The Regulatory Labelling Lead role is part of a project with a leading biopharmaceutical company focused on developing innovative treatments for rare and ultra-rare genetic diseases. If you are passionate about working with a renowned organization committed to advancing research and supporting patients and families affected by these conditions, we encourage you to apply. This position offers the opportunity to collaborate with healthcare professionals, researchers, and advocacy groups, making a meaningful impact in the rare disease community. The role is fully remote and can be performed from anywhere in Europe. Join us and be part of our inspiring journey of growth!

1. Have overall accountability for the initial creation and relevant updates to labeling documents.
2. Guide the labeling team to develop and maintain Core Data sheets, USPI, SmPC, and associated Patient Labeling documents, along with regulatory authority-driven documents such as Core Safety Profile.
3. Stay updated with labeling guidelines and regulations pertaining to the development/maintenance of US and EU labeling.
4. Ensure knowledge of key labeling requirements worldwide to facilitate global CDS updates.
5. Review the downstream impact of CDS updates on Local Product Documents (LPDs) and consider this during Labeling Team discussions.
6. Provide project management to the Labeling team throughout the process, from decision-making to updates in CDS/USPI/SPC.
7. Act as a reviewer and signatory during labeling review to ensure regulatory compliance.
8. Facilitate cross-functional and team awareness of regulatory issues as appropriate.
9. Contribute to local or global system and process improvements.

1. 4-6 years of experience in the Pharma or Medical Devices industry.
2. Significant hands-on registration experience related to development, maintenance, and commercialization activities within Regulatory Affairs.
3. Understanding of regulatory implications of product strategy regarding labeling and assessment.
4. Ability to interpret and apply global and local regulatory guidance around labeling and documentation.
5. Excellent written and verbal communication skills.
6. Proven strength in logical, analytical, and writing abilities.
7. Demonstrated project management skills and attention to detail.
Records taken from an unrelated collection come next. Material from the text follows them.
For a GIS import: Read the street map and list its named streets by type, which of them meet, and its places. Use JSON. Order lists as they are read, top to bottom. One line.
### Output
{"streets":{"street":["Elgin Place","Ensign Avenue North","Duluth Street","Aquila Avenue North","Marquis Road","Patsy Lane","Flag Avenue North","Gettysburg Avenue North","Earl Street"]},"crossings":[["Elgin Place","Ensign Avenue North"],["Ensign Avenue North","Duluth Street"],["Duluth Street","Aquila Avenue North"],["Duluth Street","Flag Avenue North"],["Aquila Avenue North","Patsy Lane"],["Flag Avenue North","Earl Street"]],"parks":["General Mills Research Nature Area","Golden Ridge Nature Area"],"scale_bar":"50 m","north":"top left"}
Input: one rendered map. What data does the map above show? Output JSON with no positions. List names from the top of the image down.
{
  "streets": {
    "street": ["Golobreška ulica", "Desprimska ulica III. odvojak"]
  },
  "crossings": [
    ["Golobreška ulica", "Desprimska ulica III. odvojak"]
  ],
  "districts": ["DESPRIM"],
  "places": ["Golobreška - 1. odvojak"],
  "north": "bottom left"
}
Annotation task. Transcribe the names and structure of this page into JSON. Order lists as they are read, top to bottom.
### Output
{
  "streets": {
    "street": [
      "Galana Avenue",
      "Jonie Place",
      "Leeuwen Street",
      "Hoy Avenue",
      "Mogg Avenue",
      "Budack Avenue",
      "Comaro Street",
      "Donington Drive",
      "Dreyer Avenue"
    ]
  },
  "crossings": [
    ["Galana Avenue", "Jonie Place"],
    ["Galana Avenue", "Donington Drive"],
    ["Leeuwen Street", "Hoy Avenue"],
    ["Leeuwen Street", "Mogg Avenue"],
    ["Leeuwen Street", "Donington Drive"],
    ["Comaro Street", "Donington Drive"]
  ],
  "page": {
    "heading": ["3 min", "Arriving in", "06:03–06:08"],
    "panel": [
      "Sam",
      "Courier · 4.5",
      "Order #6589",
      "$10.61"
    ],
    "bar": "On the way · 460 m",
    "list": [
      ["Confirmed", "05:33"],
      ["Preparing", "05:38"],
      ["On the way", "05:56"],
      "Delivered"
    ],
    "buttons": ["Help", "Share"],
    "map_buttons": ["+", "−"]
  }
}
1. Understanding of the dynamics and purpose of CDS; experience reviewing and understanding CDS implications.
2. Prior experience with biologicals.

1. Opportunity to work in a fast-growing company within a multinational environment for some of the biggest brands.
2. Potential for career growth and building a successful career path.
3. Flexible, fully remote work environment across Europe.
4. Access to diverse benefits and personal/professional development programs.
5. Comprehensive salary package with various components.
6. Reward and recognition schemes, referral schemes.